Photo by David Urbanke, styled by Caroline Grosso. Produced by Biel Parklee. Hair and makeup by Allie Smith at Bridge Artists.

After Rogers returned from her post-viral expedition last year, she released a second single, “Dog Years,” the penultimate track on Now That the Light is Fading. “Putting that out felt so good, because then I became more than ‘that Pharrell girl,'” Rogers said. “It’s really easy to go viral, but I think it’s really hard then to have a career.”

“Dog Years,” which has racked up nearly five million streams since it dropped at the end of 2016, bridges the divide between the singular success of “Alaska” and Rogers’s broader vision. “I count my time in dog years, swimming in sevens, slow-dancing in seconds,” she sings. “'We will be alright,” she repeats over and over, as if reassuring herself.

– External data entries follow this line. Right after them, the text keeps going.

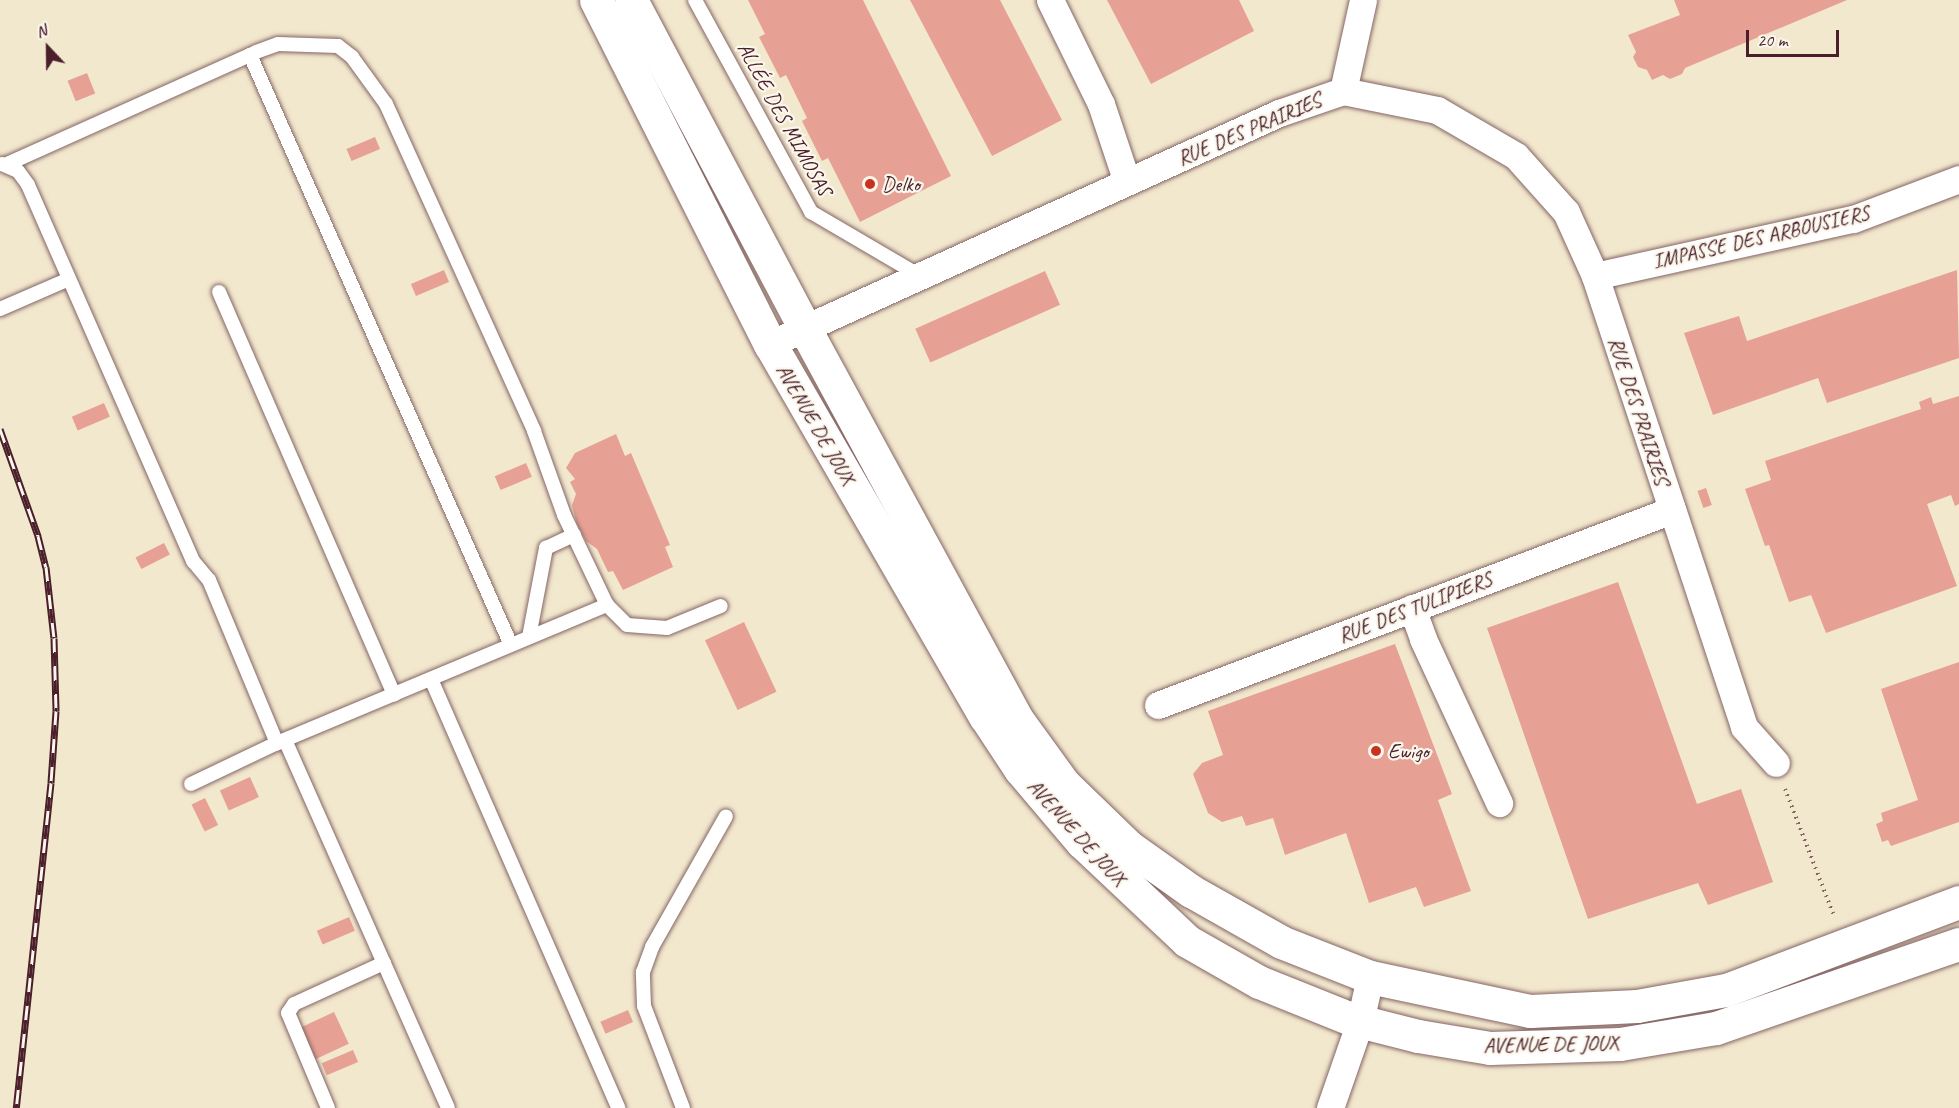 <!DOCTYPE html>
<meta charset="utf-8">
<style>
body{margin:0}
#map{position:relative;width:1959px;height:1108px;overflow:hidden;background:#f2e8ce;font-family:Caveat,sans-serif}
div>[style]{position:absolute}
.building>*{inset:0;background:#e7a194;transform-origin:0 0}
.path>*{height:4px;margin-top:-2px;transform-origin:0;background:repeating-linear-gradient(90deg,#856564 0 1.5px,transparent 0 6px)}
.roads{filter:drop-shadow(0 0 2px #856564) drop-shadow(0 0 2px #856564)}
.lane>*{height:14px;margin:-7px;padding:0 7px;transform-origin:7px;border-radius:7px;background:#fff}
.street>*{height:27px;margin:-13.5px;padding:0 13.5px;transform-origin:13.5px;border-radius:13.5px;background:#fff}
.primary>*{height:33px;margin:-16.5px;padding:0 16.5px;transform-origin:16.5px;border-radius:16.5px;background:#fff}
.rail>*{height:7px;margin-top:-3.5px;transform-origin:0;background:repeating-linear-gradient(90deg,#fbf7ec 0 14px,#4a1f2b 0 28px);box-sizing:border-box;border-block:2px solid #4a1f2b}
.dots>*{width:16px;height:16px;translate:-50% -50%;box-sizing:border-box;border:3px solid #fbf7ec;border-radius:50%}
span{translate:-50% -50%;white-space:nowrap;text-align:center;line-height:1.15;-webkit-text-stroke:4.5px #fbf7ec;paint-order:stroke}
.street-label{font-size:21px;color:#4a1f2b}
.poi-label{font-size:21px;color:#4a1f2b}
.left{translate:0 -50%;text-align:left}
.north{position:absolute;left:18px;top:18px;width:60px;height:60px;-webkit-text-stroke:4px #fbf7ec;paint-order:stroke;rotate:338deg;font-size:16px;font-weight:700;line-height:24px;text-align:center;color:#4a1f2b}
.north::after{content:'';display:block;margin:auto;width:21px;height:27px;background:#4a1f2b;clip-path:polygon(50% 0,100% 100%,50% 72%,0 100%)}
.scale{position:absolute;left:1746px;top:30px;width:93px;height:27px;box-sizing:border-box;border:3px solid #4a1f2b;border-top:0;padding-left:8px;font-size:18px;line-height:21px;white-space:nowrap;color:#4a1f2b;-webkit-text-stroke:4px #fbf7ec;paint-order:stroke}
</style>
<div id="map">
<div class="building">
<div style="clip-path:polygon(748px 0,863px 0,951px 176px,860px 222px,828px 158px,822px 161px,802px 121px,807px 118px,786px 75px,780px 78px,759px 37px,765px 34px)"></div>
<div style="clip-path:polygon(910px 0,1000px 0,1062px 120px,992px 156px)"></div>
<div style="clip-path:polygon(1107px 0,1239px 0,1254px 31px,1151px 84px)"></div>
<div style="clip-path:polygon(1674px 0,1847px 0,1685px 68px,1682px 74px,1670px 79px,1663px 75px,1652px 80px,1647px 70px,1638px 67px,1633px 57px,1636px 52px,1628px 35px,1680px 15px)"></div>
<div style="left:87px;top:73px;width:22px;height:21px;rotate:68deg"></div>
<div style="left:375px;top:137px;width:13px;height:31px;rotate:67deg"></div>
<div style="left:444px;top:270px;width:13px;height:36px;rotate:67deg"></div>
<div style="clip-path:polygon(1957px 270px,1959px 358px,1827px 403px,1818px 378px,1713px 415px,1684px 333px,1739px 316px,1747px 341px)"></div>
<div style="left:1045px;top:271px;width:37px;height:142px;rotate:66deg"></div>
<div style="clip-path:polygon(1959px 396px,1959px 504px,1955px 506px,1951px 495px,1927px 504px,1957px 586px,1826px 633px,1811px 595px,1789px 602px,1769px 545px,1765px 546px,1745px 489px,1771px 480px,1765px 461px,1921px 409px,1919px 402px,1931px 397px,1933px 404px)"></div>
<div style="left:104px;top:403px;width:15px;height:35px;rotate:67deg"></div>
<div style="clip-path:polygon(616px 434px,625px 456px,631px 453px,670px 545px,665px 547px,673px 567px,623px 590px,613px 571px,608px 572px,597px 549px,586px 541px,577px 524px,572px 505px,576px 494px,570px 482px,575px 479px,566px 468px,575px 453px)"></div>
<div style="left:526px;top:463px;width:15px;height:34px;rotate:67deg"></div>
<div style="left:1706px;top:488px;width:18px;height:9px;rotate:71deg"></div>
<div style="left:164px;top:543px;width:13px;height:32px;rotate:63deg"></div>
<div style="clip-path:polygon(1618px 582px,1697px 804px,1741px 789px,1773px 882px,1708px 905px,1698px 883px,1588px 919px,1487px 628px)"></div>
<div style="left:744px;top:622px;width:77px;height:43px;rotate:65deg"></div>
<div style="clip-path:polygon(1395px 644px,1452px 794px,1438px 800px,1471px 891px,1424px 907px,1416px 887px,1369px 903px,1346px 833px,1285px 855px,1273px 818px,1246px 826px,1242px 816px,1222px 822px,1208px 813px,1193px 774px,1202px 763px,1223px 755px,1208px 711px)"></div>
<div style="clip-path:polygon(1959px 662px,1959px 822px,1891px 846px,1888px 840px,1882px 842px,1876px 824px,1883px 821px,1881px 813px,1918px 800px,1881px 689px)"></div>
<div style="left:250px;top:777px;width:22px;height:33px;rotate:66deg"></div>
<div style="left:205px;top:798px;width:30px;height:15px;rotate:64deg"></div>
<div style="left:349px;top:917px;width:15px;height:35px;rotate:67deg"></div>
<div style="left:628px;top:1010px;width:13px;height:30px;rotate:67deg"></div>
<div style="left:334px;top:1012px;width:35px;height:38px;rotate:65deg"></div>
<div style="left:353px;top:1050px;width:13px;height:34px;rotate:67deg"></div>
</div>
<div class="path">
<div style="left:1785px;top:789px;width:136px;rotate:68.9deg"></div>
</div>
<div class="roads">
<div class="lane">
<div style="left:695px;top:0;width:242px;rotate:61.3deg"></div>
<div style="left:811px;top:212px;width:126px;rotate:30.4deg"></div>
<div style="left:250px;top:55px;width:645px;rotate:66.14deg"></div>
<div style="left:2px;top:164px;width:17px;rotate:24deg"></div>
<div style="left:18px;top:171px;width:17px;rotate:54deg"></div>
<div style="left:28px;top:185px;width:411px;rotate:66.3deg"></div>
<div style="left:193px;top:561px;width:25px;rotate:50deg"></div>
<div style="left:209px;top:580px;width:177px;rotate:67.4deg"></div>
<div style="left:5px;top:165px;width:275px;rotate:-24.2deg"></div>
<div style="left:256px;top:52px;width:23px;rotate:-20deg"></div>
<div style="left:278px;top:44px;width:60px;rotate:1.9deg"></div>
<div style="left:338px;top:46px;width:18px;rotate:38deg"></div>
<div style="left:352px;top:57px;width:58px;rotate:54.1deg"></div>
<div style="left:386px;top:104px;width:359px;rotate:65.6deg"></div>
<div style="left:534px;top:431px;width:89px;rotate:70.3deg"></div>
<div style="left:564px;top:515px;width:100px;rotate:64.5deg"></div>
<div style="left:607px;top:605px;width:28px;rotate:45deg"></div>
<div style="left:627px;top:625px;width:40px;rotate:4.3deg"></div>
<div style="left:667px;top:628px;width:58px;rotate:-22.2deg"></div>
<div style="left:219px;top:292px;width:439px;rotate:66.5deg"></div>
<div style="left:0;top:309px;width:75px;rotate:-23.5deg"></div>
<div style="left:529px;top:637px;width:91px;rotate:-79.2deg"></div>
<div style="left:546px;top:548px;width:31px;rotate:-25deg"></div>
<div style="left:431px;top:679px;width:468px;rotate:66.4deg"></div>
<div style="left:285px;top:740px;width:402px;rotate:66.1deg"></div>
<div style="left:191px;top:784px;width:95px;rotate:-25.5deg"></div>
<div style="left:277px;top:743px;width:358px;rotate:-22.7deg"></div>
<div style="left:328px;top:1108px;width:103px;rotate:-112.8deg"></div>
<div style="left:288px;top:1013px;width:11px;rotate:-56deg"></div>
<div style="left:294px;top:1004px;width:99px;rotate:-24.5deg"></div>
<div style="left:683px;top:1108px;width:109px;rotate:-110.9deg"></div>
<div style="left:644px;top:1006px;width:34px;rotate:-92deg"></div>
<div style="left:643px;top:972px;width:27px;rotate:-70deg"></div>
<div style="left:652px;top:947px;width:150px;rotate:-60.5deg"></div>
</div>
<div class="street">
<div style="left:1050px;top:0;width:116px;rotate:63.9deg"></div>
<div style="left:1101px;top:104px;width:82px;rotate:71.6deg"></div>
<div style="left:1343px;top:91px;width:93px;rotate:-77.6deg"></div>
<div style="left:1595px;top:276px;width:264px;rotate:-12.5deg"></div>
<div style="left:1853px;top:219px;width:113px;rotate:-20.7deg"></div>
<div style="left:770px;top:344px;width:559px;rotate:-24.41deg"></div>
<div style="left:1279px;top:113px;width:68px;rotate:-19deg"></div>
<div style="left:1343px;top:91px;width:96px;rotate:11.4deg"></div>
<div style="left:1437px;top:110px;width:91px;rotate:30.2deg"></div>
<div style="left:1516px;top:156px;width:75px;rotate:48.2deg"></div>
<div style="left:1566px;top:212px;width:70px;rotate:65.6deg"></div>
<div style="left:1595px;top:276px;width:475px;rotate:71.7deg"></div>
<div style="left:1744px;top:727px;width:48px;rotate:48.4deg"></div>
<div style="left:1412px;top:608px;width:33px;rotate:70deg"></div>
<div style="left:1423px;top:639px;width:181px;rotate:65.1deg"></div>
<div style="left:1158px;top:705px;width:550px;rotate:-20.78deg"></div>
<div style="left:1330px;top:1108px;width:91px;rotate:-70.8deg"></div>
<div style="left:1360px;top:1022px;width:46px;rotate:-77.5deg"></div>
</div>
<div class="primary">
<div style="left:596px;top:0;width:386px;rotate:63.2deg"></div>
<div style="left:770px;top:344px;width:430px;rotate:60deg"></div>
<div style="left:985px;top:716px;width:64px;rotate:56.6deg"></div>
<div style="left:1020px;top:769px;width:96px;rotate:49.7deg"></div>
<div style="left:1082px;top:842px;width:144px;rotate:43.3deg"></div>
<div style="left:1187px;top:941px;width:83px;rotate:29.7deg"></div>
<div style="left:1259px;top:982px;width:99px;rotate:21.9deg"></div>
<div style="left:1351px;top:1019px;width:69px;rotate:14.2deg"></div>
<div style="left:1418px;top:1036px;width:73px;rotate:9.5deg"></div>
<div style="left:1490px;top:1048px;width:130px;rotate:-1.8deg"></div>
<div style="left:1620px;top:1044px;width:97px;rotate:-9.5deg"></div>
<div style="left:1716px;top:1028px;width:257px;rotate:-19.1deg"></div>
<div style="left:631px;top:0;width:370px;rotate:62.1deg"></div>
<div style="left:804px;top:327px;width:445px;rotate:61.5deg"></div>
<div style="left:1016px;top:718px;width:82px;rotate:54deg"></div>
<div style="left:1064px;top:784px;width:91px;rotate:44.1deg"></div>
<div style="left:1129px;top:847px;width:76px;rotate:35.4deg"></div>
<div style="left:1191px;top:891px;width:103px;rotate:29.5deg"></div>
<div style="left:1281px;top:942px;width:96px;rotate:21.5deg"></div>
<div style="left:1370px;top:977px;width:164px;rotate:12deg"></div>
<div style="left:1530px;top:1011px;width:107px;rotate:-2.7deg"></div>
<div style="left:1637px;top:1006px;width:90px;rotate:-10.2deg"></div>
<div style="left:1726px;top:990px;width:249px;rotate:-20.7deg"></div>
</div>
</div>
<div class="rail">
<div style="left:0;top:429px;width:114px;rotate:70.4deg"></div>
<div style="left:38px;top:536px;width:32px;rotate:76deg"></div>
<div style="left:46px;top:567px;width:71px;rotate:83.6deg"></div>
<div style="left:54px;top:638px;width:73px;rotate:88.4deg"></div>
<div style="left:56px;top:711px;width:72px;rotate:94deg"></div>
<div style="left:51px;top:783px;width:327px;rotate:96.1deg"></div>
</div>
<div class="dots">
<div style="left:870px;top:184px;background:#c8321e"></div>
<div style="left:1376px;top:751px;background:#c8321e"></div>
</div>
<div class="street-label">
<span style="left:785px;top:119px;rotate:61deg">ALLÉE DES MIMOSAS</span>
<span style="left:1249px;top:129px;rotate:-23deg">RUE DES PRAIRIES</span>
<span style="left:1761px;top:237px;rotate:-13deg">IMPASSE DES ARBOUSIERS</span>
<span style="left:1639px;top:411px;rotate:72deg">RUE DES PRAIRIES</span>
<span style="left:816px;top:424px;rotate:60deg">AVENUE DE JOUX</span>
<span style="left:1415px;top:607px;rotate:-21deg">RUE DES TULIPIERS</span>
<span style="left:1077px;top:832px;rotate:48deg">AVENUE DE JOUX</span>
<span style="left:1551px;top:1044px;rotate:-1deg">AVENUE DE JOUX</span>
</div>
<div class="poi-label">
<span class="left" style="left:882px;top:184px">Delko</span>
<span class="left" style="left:1388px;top:751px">Ewigo</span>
</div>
<div class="north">N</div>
<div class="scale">20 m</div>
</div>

Present is her preoccupation with the passage of time; she creates a sense of time and place through natural sounds and electronic beats. (In “Dog Years,” she layers wind chimes and birdcalls with handclaps and ambient synthesizers.) That fixation is right there, too, in the title of the EP. “My music used to look like a sunrise,” Rogers said. “Now, my music feels like dusk.”

Rogers posts diary entries, song lyrics, and letters—handwritten in a notebook—to her Instagram. In late December, she wrote, “In 2016, I graduated from college. I went ‘viral,’ wrote an English thesis, and finally got rid of the professional clothing I’d kept in my closet all these years ‘just in case.’ I became a meme, a published writer, and made some songs I’m really proud of. I signed a lease to my first apartment and a record deal on the same day.”

Despite, or perhaps because of, each of these landmarks, Rogers has no plans to slow down. She and her best friend Eliane, who she met in Alaska, have made a pact to hike the Pacific Crest trail Wild-style and the Appalachian Trail by the time they turn 30. She’s made plans for the latter already—“after the full LP cycle,” she said. (She’s already begun work on the follow-up album to Now That the Light Is Fading.) “You can catch me, summer 2020, somewhere on the trail.”